Two of the bodies had been found and called in to Professor Ozpin, but the third was still missing. The man had insisted that she didn't report their whereabouts to the local authorities until all three of the missing civilians had been located. She didn't understand why- she didn't understand him- but she always, always followed orders… his orders, anyway. He was the first to recognize her talents for what they really were, and the first to appreciate her skill in combat as something above that of the average huntress. She was done being undervalued and sent on hunts below her level. Professor Ozpin had insisted that the mission she was on was incredibly dangerous, and he almost didn't want to send her at all.

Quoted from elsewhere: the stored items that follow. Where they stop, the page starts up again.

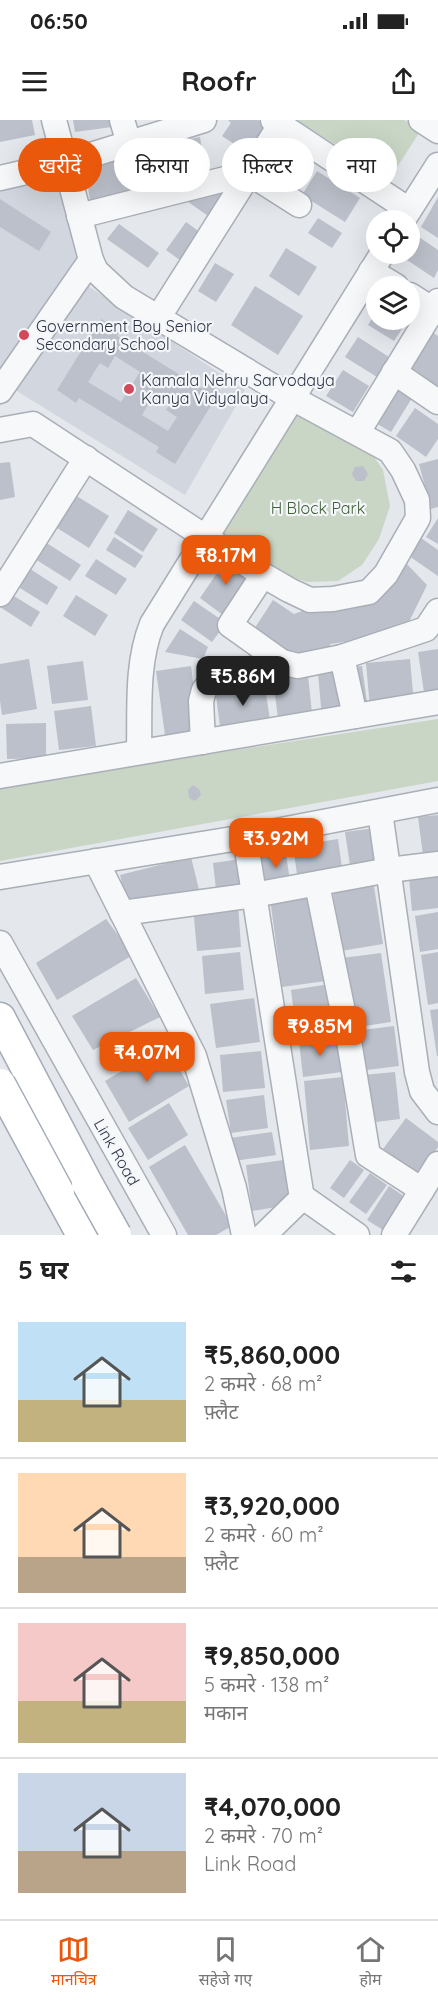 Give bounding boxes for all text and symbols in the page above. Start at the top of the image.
text: 06:50 [30,7,88,35]
text: Roofr [181,64,257,98]
icon: menu [18,65,51,98]
icon: share [387,65,420,98]
chip: खरीदें [18,138,102,192]
chip: किराया [114,138,210,192]
chip: फ़िल्टर [222,138,314,192]
chip: नया [326,138,397,192]
map controls [366,210,420,330]
button: locate [366,210,420,264]
button: layers [366,276,420,330]
place label: Government Boy Senior Secondary School [36,316,212,354]
marker: Government Boy Senior Secondary School [17,328,31,342]
place label: Kamala Nehru Sarvodaya Kanya Vidyalaya [141,370,335,408]
marker: Kamala Nehru Sarvodaya Kanya Vidyalaya [122,382,136,396]
park label: H Block Park [271,498,365,518]
pin: ₹8.17M [177,535,275,586]
text: ₹8.17M [195,542,257,567]
pin: ₹5.86M [194,656,292,707]
text: ₹5.86M [210,663,276,688]
pin: ₹3.92M [227,818,325,869]
text: ₹3.92M [243,825,309,850]
pin: ₹9.85M [271,1006,369,1057]
text: ₹9.85M [287,1013,353,1038]
pin: ₹4.07M [98,1032,196,1083]
text: ₹4.07M [114,1039,180,1064]
street label: Link Road [90,1115,144,1189]
text: 5 घर [18,1253,69,1286]
icon: filters [387,1255,420,1288]
text: ₹5,860,000 [204,1338,340,1371]
icon: home [66,1346,138,1418]
text: 2 कमरे · 68 m² [204,1371,322,1396]
text: फ़्लैट [204,1399,239,1424]
text: ₹3,920,000 [204,1489,340,1522]
icon: home [66,1497,138,1569]
text: 2 कमरे · 60 m² [204,1522,324,1547]
text: फ़्लैट [204,1550,239,1575]
text: ₹9,850,000 [204,1639,340,1672]
icon: home [66,1647,138,1719]
text: 5 कमरे · 138 m² [204,1672,329,1697]
text: मकान [204,1700,248,1725]
text: ₹4,070,000 [204,1790,341,1823]
icon: home [66,1797,138,1869]
text: 2 कमरे · 70 m² [204,1823,323,1848]
text: Link Road [204,1851,296,1876]
tab: मानचित्र [51,1933,97,1992]
tab: सहेजे गए [199,1933,252,1992]
tab: होम [354,1933,387,1992] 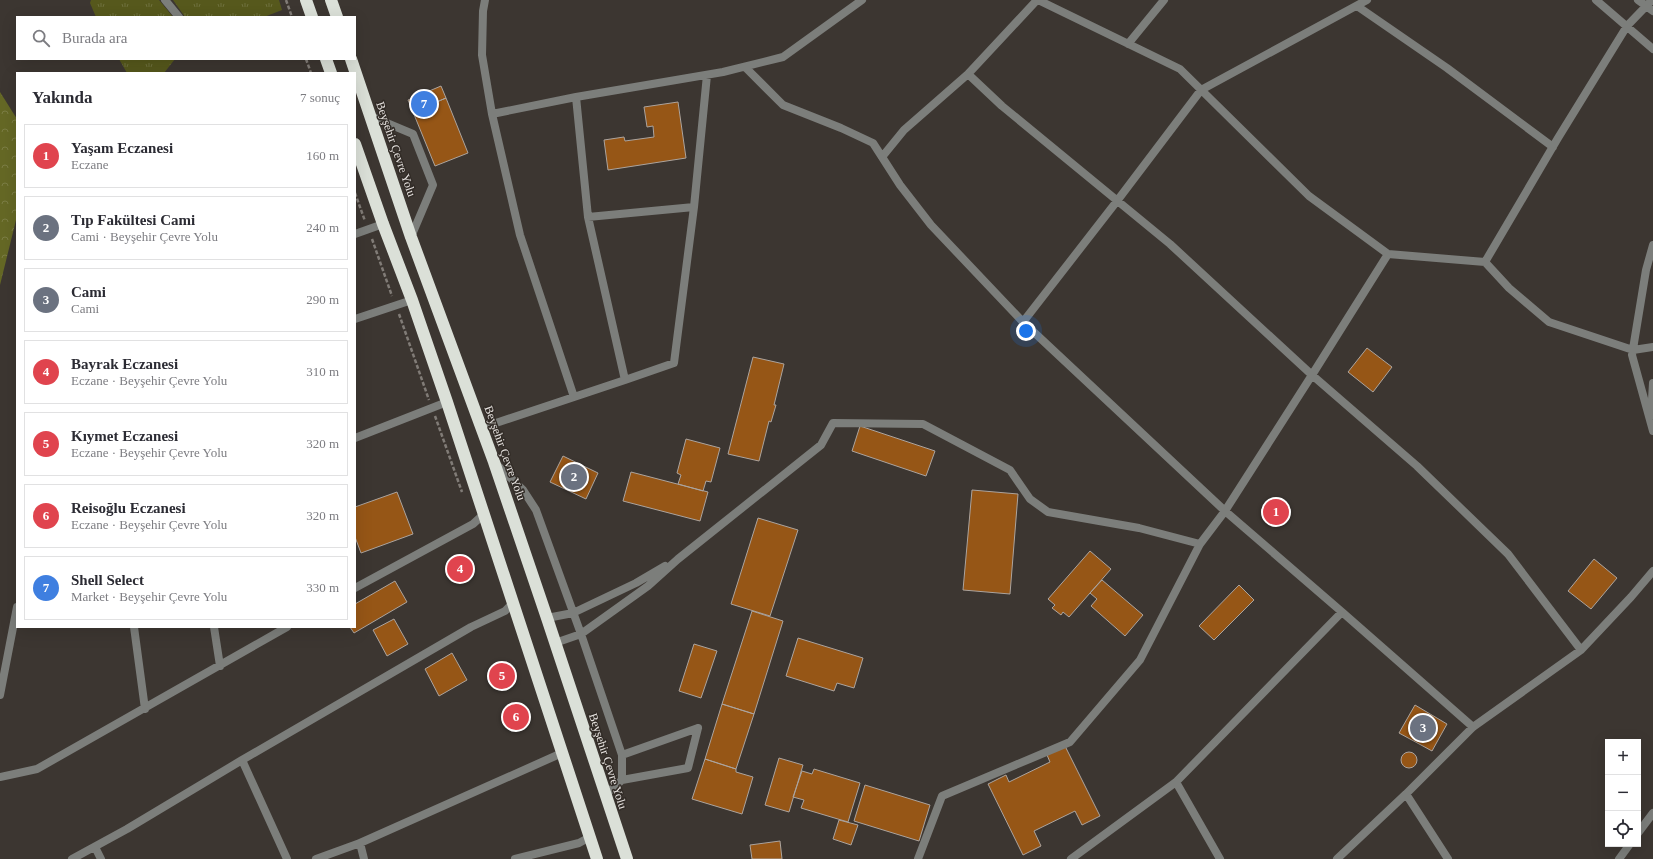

She had insisted. He had apologized. She hadn't understood why. He had refused to elaborate.
The first corpse had been in pieces, seemingly mauled by an ursa- a bear-like grimm that stood larger than two adult men standing one atop another. He had been disemboweled, his intestines littering the forest floor in tangled heaps and trailing behind him as he had tried to crawl away. The man had lost an arm for his efforts at escaping… as well as his face. Nothing remained of human features- there was just a caved-in dent filled with blood and bone where anything identifying about the man's face would have been. In fact, she couldn't confirm that he was one of the missing at all. While it had clearly been some kind of creature, and most likely a grimm, that had killed him… the creature had searched him after his death.
A wallet was open next to the body, covered in mud and partially ripped open. The seam along the side was split, as though something, or someone had tried to open it without understanding how wallets worked or what they were. His lien wasn't taken, though several of the notes were torn and strewn around the area. There was no identification anywhere near the scene- no driver's license, business card, insurance, credit card- nothing at all. Only bits of splintered plastic were scattered nearby, implying that the articles had been either intentionally destroyed or crushed in a fit of disappointment. She had marked the scene with a buried crystal of gravity dust to act as a signal later and moved on, touching nothing at the scene.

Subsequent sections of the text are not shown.